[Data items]
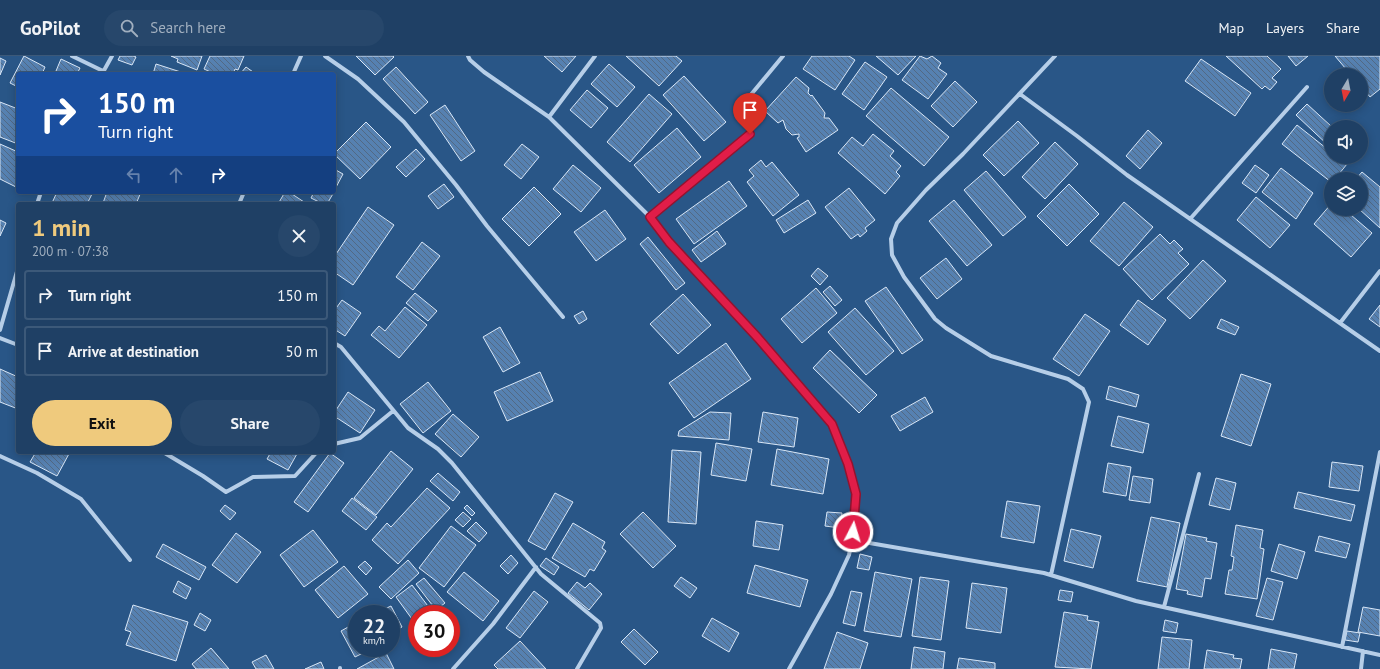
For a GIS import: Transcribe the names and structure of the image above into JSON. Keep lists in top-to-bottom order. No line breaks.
{"north":"bottom","page":{"header":"GoPilot","search":"Search here","nav":["Map","Layers","Share"],"turn":["150 m","Turn right"],"heading":["1 min","200 m · 07:38"],"list":[{"name":"Turn right","value":"150 m"},{"name":"Arrive at destination","value":"50 m"}],"buttons":["Exit","Share"],"speed":"22 km/h","limit":"30"}}
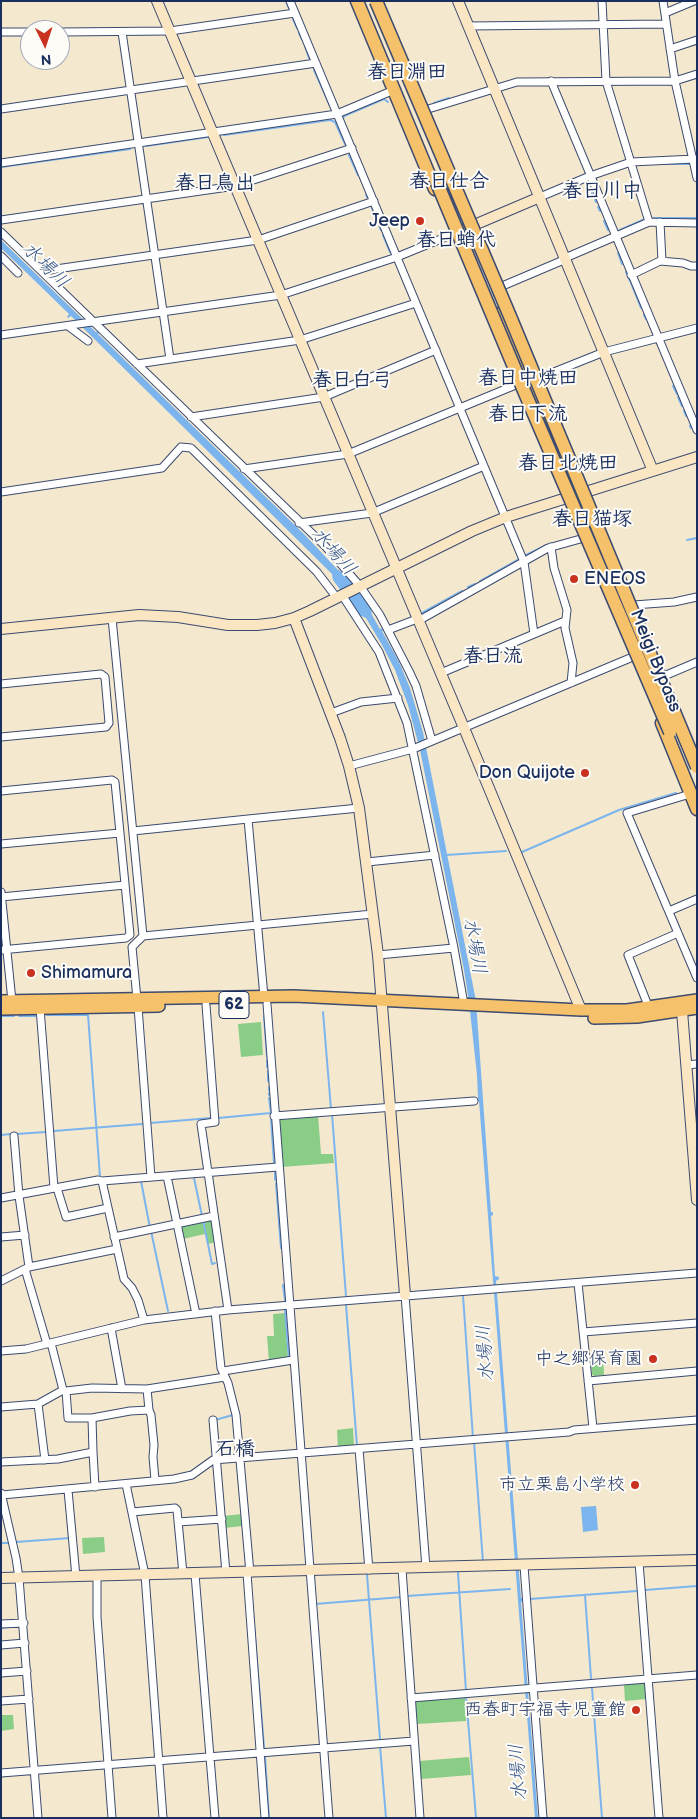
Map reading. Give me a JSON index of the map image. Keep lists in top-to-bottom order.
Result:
{
  "streets": {
    "highway": ["Meigi Bypass"],
    "main road": ["62"]
  },
  "districts": [
    "春日淵田",
    "春日仕合",
    "春日鳥出",
    "春日川中",
    "春日蛸代",
    "春日中焼田",
    "春日白弓",
    "春日下流",
    "春日北焼田",
    "春日猫塚",
    "春日流",
    "石橋"
  ],
  "water": ["水場川"],
  "places": [
    "Jeep",
    "ENEOS",
    "Don Quijote",
    "Shimamura",
    "中之郷保育園",
    "市立栗島小学校",
    "西春町宇福寺児童館"
  ],
  "north": "bottom"
}
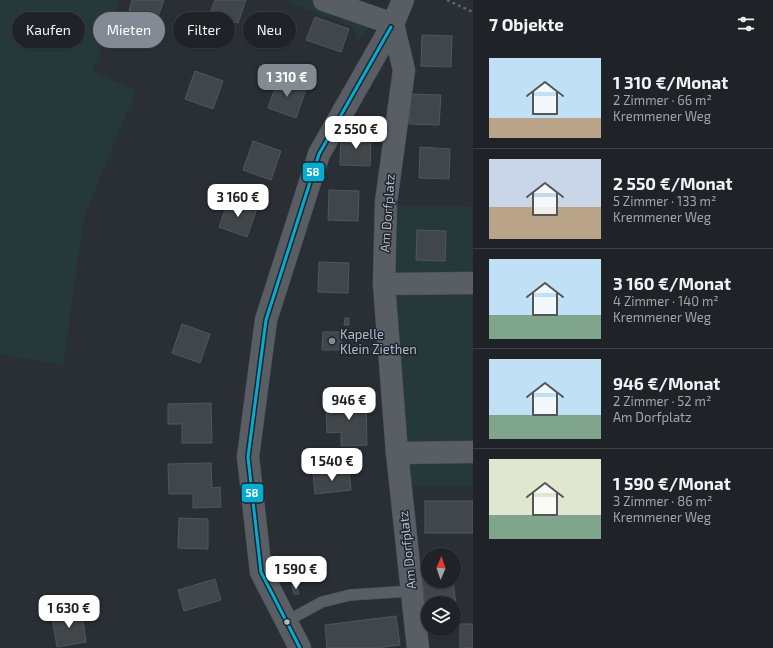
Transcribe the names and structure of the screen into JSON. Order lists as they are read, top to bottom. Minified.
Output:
{"streets":{"street":["Am Dorfplatz"]},"places":["Kapelle Klein Ziethen"],"lines":["transit line 58"],"north":"top","page":{"heading":"7 Objekte","chip":["Kaufen","Mieten","Filter","Neu"],"list":[{"name":"1 310 €/Monat","note":"2 Zimmer · 66 m² · Kremmener Weg"},{"name":"2 550 €/Monat","note":"5 Zimmer · 133 m² · Kremmener Weg"},{"name":"3 160 €/Monat","note":"4 Zimmer · 140 m² · Kremmener Weg"},{"name":"946 €/Monat","note":"2 Zimmer · 52 m² · Am Dorfplatz"},{"name":"1 590 €/Monat","note":"3 Zimmer · 86 m² · Kremmener Weg"}],"price":["1 310 €","2 550 €","3 160 €","946 €","1 540 €","1 590 €","1 630 €"]}}
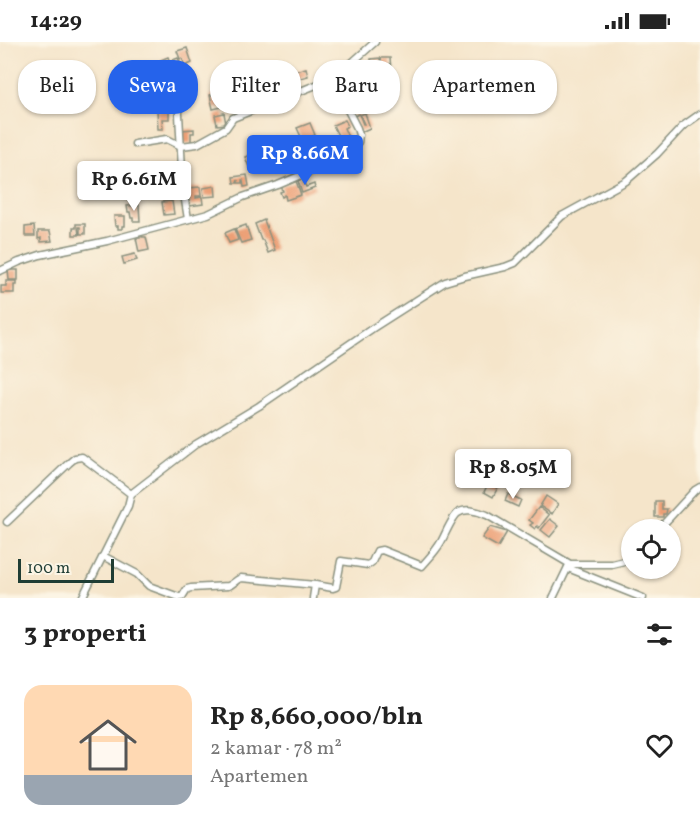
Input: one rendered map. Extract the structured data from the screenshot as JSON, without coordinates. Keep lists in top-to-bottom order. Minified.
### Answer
{"scale_bar":"100 m","page":{"status":"14:29","chip":["Beli","Sewa","Filter","Baru","Apartemen"],"price":["Rp 8.66M","Rp 6.61M","Rp 8.05M"],"scale":"100 m","heading":"3 properti","list":[{"name":"Rp 8,660,000/bln","note":"2 kamar · 78 m² · Apartemen"}]}}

Your assignment
Leaving out the pictures, print each line of the records above from the first up to and including the one that contains "Map reading. Give", exactly as written.

The answer
For a GIS import: Transcribe the names and structure of the image above into JSON. Keep lists in top-to-bottom order. No line breaks.
{"north":"bottom","page":{"header":"GoPilot","search":"Search here","nav":["Map","Layers","Share"],"turn":["150 m","Turn right"],"heading":["1 min","200 m · 07:38"],"list":[{"name":"Turn right","value":"150 m"},{"name":"Arrive at destination","value":"50 m"}],"buttons":["Exit","Share"],"speed":"22 km/h","limit":"30"}}
Map reading. Give me a JSON index of the map image. Keep lists in top-to-bottom order.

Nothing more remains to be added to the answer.